## EXERCISE AIM
From the data below, copy each line that includes the word "place".

Dataset entries
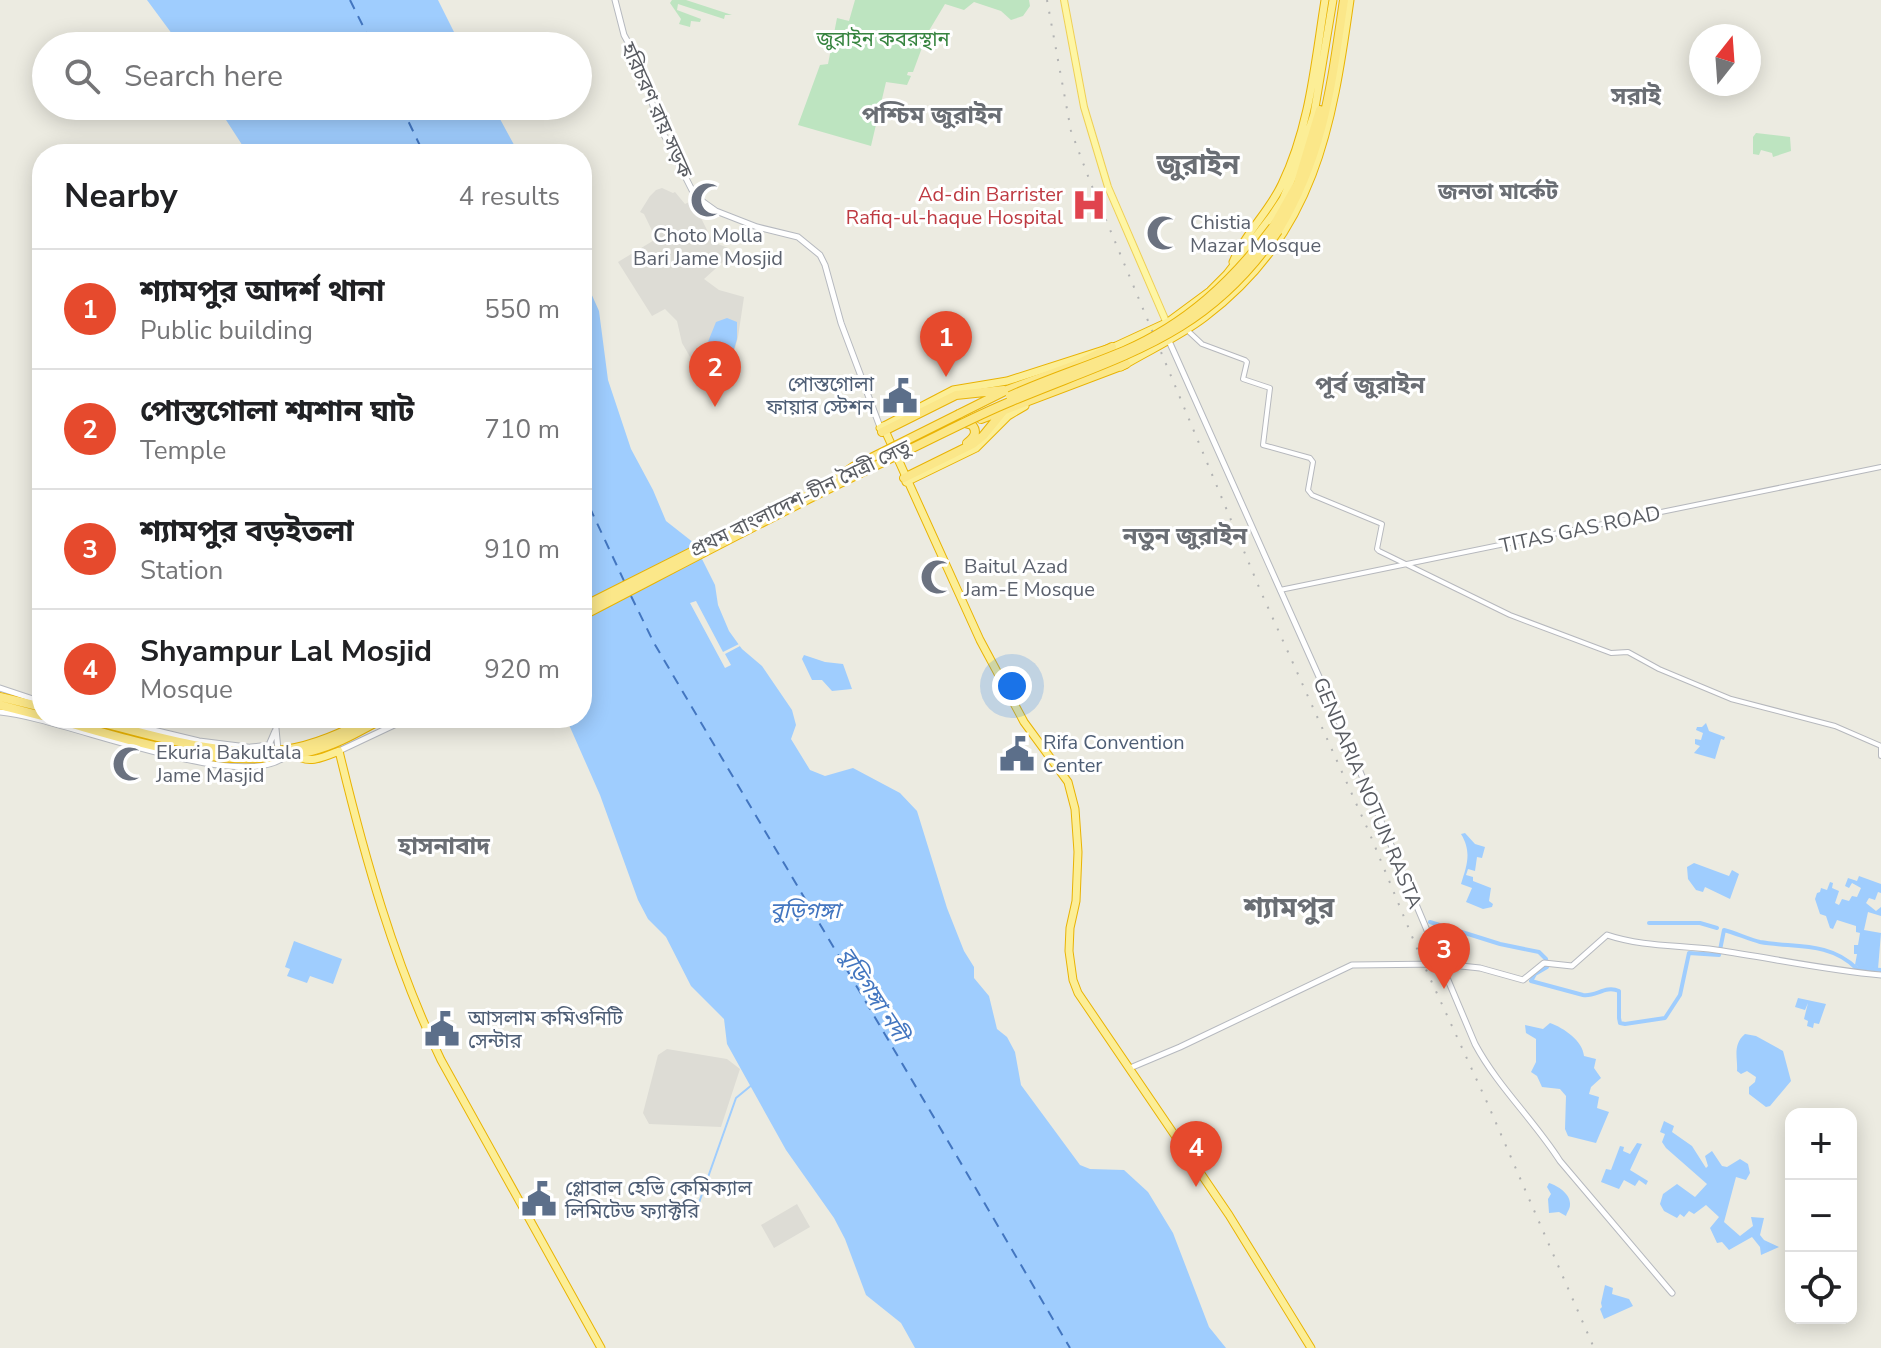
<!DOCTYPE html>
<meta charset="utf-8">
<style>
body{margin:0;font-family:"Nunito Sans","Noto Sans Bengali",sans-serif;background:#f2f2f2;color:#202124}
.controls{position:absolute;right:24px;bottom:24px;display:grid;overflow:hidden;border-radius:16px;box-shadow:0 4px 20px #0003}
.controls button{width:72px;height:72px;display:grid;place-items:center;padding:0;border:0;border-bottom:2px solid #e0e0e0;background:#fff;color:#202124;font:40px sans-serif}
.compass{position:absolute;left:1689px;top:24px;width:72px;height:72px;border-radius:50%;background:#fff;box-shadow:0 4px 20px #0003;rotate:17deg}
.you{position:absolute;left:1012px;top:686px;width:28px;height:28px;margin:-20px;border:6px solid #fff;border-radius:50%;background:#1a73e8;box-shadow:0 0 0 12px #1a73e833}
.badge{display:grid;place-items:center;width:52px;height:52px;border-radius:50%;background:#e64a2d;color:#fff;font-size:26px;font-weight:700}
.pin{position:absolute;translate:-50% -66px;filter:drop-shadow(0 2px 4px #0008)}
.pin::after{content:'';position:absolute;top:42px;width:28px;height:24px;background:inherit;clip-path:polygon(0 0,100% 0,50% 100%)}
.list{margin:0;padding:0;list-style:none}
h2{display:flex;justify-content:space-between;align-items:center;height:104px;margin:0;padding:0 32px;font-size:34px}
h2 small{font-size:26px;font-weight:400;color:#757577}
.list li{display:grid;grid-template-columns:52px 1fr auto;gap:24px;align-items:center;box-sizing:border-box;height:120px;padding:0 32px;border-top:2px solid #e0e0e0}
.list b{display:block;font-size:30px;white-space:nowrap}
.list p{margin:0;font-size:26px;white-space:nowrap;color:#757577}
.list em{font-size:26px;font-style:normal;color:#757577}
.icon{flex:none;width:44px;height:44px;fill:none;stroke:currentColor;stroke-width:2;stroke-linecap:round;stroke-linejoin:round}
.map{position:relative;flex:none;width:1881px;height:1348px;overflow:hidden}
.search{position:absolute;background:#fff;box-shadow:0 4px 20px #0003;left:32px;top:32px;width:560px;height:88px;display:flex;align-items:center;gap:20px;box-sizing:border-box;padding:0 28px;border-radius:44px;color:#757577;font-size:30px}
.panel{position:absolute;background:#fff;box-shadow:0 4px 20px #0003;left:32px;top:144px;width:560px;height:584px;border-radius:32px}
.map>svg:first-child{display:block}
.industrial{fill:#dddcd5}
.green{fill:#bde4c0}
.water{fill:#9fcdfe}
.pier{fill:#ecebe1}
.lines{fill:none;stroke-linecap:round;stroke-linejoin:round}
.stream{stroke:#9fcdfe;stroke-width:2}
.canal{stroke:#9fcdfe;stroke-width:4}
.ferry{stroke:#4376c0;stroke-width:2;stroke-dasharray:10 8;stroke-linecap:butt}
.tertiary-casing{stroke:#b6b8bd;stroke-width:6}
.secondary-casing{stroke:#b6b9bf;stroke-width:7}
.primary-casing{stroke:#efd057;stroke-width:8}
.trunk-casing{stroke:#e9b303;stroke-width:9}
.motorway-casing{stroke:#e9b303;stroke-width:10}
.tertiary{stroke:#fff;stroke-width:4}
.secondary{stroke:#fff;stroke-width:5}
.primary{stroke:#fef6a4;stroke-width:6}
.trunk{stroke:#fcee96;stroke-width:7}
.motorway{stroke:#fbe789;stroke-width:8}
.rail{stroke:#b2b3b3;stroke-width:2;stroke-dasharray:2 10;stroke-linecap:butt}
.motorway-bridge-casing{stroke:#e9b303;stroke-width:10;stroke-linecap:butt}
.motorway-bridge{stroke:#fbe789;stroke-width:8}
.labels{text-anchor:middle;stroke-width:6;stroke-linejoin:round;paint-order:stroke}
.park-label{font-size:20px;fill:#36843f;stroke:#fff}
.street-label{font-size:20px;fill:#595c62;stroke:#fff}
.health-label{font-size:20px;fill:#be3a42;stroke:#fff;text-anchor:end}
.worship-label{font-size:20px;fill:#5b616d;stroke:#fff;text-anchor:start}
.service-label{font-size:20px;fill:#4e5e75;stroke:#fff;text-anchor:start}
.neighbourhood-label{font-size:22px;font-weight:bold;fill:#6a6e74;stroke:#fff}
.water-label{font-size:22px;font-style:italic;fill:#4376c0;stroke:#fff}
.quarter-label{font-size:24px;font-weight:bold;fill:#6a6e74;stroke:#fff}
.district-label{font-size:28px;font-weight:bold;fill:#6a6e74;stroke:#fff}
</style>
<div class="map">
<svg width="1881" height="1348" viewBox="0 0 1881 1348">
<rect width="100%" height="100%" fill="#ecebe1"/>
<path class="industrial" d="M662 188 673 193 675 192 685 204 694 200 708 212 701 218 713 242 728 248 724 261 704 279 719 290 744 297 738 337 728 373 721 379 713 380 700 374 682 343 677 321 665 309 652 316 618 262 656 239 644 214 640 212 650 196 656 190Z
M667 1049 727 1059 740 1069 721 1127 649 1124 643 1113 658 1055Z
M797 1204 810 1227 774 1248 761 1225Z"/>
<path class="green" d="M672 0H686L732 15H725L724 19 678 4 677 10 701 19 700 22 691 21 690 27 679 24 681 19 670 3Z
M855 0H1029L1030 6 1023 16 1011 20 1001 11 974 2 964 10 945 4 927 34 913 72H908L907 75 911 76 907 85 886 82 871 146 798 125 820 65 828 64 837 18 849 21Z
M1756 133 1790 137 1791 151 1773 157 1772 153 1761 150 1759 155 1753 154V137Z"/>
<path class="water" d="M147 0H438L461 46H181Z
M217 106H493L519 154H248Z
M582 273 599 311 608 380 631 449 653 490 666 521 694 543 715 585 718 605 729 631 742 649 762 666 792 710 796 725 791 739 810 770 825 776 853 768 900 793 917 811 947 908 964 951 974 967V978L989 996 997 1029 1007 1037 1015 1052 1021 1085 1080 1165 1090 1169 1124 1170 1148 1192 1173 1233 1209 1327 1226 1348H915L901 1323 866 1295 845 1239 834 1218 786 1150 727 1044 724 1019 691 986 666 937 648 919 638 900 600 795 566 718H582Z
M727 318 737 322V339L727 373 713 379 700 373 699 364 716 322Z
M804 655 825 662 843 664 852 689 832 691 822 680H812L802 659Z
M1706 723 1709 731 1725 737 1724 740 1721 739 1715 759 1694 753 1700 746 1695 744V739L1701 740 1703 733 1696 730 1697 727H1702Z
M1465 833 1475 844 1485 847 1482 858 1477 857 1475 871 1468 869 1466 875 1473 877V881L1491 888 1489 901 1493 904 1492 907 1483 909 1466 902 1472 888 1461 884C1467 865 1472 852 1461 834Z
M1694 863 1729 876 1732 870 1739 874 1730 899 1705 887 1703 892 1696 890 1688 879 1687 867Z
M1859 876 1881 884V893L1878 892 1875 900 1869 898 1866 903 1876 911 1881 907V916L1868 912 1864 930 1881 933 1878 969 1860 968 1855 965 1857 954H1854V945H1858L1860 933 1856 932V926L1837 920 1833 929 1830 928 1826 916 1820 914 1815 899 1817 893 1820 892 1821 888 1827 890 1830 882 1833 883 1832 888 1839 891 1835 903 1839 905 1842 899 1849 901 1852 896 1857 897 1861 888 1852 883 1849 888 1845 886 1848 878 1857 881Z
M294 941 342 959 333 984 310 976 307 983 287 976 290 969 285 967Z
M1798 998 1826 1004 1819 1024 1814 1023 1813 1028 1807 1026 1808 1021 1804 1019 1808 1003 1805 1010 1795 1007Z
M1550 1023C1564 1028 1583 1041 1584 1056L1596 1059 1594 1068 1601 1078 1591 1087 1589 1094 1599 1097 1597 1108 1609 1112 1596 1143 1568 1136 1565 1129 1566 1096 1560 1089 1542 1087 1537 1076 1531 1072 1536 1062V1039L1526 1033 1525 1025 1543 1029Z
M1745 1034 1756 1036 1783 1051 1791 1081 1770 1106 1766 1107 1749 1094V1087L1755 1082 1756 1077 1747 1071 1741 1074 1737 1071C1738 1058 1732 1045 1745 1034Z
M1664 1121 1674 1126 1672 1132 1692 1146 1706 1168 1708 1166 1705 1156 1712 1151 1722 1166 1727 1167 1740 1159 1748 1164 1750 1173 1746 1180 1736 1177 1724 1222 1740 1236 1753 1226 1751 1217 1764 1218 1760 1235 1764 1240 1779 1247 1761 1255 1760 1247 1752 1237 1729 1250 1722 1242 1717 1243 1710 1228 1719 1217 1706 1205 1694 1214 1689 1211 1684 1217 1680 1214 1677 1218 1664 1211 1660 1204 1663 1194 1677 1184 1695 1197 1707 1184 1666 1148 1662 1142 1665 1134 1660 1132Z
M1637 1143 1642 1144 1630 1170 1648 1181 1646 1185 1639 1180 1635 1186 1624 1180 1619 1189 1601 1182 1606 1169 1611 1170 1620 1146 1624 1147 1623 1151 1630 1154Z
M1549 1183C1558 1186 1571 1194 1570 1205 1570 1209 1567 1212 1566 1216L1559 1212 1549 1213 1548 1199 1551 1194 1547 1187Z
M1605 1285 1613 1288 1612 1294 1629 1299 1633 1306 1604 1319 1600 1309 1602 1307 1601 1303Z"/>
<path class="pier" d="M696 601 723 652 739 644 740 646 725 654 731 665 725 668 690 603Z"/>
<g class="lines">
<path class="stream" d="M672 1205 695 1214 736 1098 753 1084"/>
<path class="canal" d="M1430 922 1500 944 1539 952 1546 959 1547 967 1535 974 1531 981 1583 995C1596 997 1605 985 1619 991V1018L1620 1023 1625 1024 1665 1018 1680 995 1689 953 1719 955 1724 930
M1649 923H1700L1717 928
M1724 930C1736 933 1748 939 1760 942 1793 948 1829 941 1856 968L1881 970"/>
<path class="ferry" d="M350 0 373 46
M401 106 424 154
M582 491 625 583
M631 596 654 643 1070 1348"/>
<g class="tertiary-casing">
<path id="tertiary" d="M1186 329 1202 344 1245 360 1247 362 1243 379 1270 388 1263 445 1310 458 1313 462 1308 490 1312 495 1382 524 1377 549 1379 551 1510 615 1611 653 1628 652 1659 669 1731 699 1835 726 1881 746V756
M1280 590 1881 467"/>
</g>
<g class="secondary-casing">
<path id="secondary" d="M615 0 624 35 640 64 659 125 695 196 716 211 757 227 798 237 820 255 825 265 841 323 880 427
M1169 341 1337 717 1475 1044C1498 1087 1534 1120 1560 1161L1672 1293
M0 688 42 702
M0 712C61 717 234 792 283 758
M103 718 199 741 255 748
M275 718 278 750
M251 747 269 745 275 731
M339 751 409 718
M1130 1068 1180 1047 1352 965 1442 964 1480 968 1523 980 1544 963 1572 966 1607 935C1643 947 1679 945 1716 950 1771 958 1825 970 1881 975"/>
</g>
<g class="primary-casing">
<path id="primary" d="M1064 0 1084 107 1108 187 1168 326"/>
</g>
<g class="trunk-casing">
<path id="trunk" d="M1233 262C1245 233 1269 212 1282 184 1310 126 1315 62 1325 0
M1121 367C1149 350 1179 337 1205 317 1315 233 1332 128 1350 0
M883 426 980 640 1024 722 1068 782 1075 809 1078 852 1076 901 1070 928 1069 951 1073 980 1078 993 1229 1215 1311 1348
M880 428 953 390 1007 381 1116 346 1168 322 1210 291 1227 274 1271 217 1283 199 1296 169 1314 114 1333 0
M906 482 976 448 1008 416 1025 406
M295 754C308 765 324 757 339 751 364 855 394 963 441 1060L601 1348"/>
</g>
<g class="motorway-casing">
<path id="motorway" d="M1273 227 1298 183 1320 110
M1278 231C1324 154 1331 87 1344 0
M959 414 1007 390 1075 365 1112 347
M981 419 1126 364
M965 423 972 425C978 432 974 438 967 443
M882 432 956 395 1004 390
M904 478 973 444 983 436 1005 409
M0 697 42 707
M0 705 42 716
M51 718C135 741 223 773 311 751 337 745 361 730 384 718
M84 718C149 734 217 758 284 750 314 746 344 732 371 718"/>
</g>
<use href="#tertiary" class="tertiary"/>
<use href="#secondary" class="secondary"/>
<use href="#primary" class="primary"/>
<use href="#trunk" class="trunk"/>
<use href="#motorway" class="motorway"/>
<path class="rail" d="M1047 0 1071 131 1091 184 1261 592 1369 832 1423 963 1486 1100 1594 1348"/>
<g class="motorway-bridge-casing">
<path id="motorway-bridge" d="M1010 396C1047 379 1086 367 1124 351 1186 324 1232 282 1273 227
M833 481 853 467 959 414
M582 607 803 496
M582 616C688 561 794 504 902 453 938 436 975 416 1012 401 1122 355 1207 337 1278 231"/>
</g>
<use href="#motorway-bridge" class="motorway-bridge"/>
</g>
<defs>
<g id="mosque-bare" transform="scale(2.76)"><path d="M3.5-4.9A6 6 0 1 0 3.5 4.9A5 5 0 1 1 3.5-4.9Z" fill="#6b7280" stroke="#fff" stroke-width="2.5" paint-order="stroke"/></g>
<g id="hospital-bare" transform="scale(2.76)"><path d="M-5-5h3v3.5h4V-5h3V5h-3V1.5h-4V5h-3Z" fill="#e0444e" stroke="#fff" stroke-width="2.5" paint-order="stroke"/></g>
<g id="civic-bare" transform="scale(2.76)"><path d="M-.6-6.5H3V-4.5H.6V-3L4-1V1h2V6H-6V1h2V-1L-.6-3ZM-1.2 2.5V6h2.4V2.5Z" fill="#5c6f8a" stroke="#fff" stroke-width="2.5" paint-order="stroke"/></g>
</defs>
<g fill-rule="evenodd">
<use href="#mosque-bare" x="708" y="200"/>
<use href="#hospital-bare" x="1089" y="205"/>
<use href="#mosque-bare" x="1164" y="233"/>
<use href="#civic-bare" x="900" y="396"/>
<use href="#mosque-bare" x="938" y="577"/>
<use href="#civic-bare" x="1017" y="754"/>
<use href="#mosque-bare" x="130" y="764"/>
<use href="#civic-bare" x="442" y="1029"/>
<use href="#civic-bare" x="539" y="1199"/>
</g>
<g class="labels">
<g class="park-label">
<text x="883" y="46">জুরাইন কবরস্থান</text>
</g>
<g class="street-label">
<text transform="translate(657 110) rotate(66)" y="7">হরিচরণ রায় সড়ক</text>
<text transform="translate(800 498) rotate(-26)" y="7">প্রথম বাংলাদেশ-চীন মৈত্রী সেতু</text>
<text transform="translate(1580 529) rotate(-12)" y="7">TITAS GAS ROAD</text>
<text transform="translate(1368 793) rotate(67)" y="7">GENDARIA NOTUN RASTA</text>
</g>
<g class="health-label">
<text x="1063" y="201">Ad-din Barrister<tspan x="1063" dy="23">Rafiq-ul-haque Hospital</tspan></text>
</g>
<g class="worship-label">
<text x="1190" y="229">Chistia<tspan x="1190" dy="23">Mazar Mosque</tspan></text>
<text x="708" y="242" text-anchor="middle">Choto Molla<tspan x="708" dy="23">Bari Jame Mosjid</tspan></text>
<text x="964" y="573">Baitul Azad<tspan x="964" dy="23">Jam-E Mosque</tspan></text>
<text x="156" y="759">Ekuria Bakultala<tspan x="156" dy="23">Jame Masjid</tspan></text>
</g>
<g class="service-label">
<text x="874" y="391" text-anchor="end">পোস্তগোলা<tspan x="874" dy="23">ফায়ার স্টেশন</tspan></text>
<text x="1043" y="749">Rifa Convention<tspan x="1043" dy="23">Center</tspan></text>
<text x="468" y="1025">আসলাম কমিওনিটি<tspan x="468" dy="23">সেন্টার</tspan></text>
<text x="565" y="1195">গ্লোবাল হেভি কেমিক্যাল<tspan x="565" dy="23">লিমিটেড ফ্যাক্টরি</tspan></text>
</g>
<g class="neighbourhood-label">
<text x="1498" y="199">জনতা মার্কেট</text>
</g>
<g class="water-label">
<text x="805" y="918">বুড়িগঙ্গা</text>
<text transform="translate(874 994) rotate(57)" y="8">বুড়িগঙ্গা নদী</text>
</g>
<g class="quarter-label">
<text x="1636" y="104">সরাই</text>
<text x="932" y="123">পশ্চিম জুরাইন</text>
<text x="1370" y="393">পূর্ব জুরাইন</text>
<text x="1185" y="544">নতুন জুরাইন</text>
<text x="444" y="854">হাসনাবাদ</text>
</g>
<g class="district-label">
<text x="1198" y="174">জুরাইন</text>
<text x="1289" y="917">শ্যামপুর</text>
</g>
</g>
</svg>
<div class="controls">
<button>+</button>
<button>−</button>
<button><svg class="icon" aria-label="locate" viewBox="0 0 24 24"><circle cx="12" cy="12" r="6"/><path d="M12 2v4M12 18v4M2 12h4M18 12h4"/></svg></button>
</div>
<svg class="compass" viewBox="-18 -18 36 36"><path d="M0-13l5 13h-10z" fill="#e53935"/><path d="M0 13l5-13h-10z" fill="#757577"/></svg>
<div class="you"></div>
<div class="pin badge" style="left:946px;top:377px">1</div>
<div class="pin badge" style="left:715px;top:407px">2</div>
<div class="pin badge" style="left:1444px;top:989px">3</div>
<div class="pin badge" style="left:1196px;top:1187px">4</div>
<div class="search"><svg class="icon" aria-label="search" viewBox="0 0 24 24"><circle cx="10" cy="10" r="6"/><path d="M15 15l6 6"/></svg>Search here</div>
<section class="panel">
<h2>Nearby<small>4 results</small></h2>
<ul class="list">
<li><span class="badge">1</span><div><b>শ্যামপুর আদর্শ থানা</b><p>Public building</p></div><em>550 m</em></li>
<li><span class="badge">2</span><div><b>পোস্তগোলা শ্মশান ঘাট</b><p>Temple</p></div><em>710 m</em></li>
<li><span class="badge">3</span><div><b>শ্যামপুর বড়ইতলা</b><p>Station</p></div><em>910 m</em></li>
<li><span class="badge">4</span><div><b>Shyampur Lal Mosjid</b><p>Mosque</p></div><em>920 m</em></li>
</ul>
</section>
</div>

## ANSWER FOR THE TASK
.controls button{width:72px;height:72px;display:grid;place-items:center;padding:0;border:0;border-bottom:2px solid #e0e0e0;background:#fff;color:#202124;font:40px sans-serif}
.badge{display:grid;place-items:center;width:52px;height:52px;border-radius:50%;background:#e64a2d;color:#fff;font-size:26px;font-weight:700}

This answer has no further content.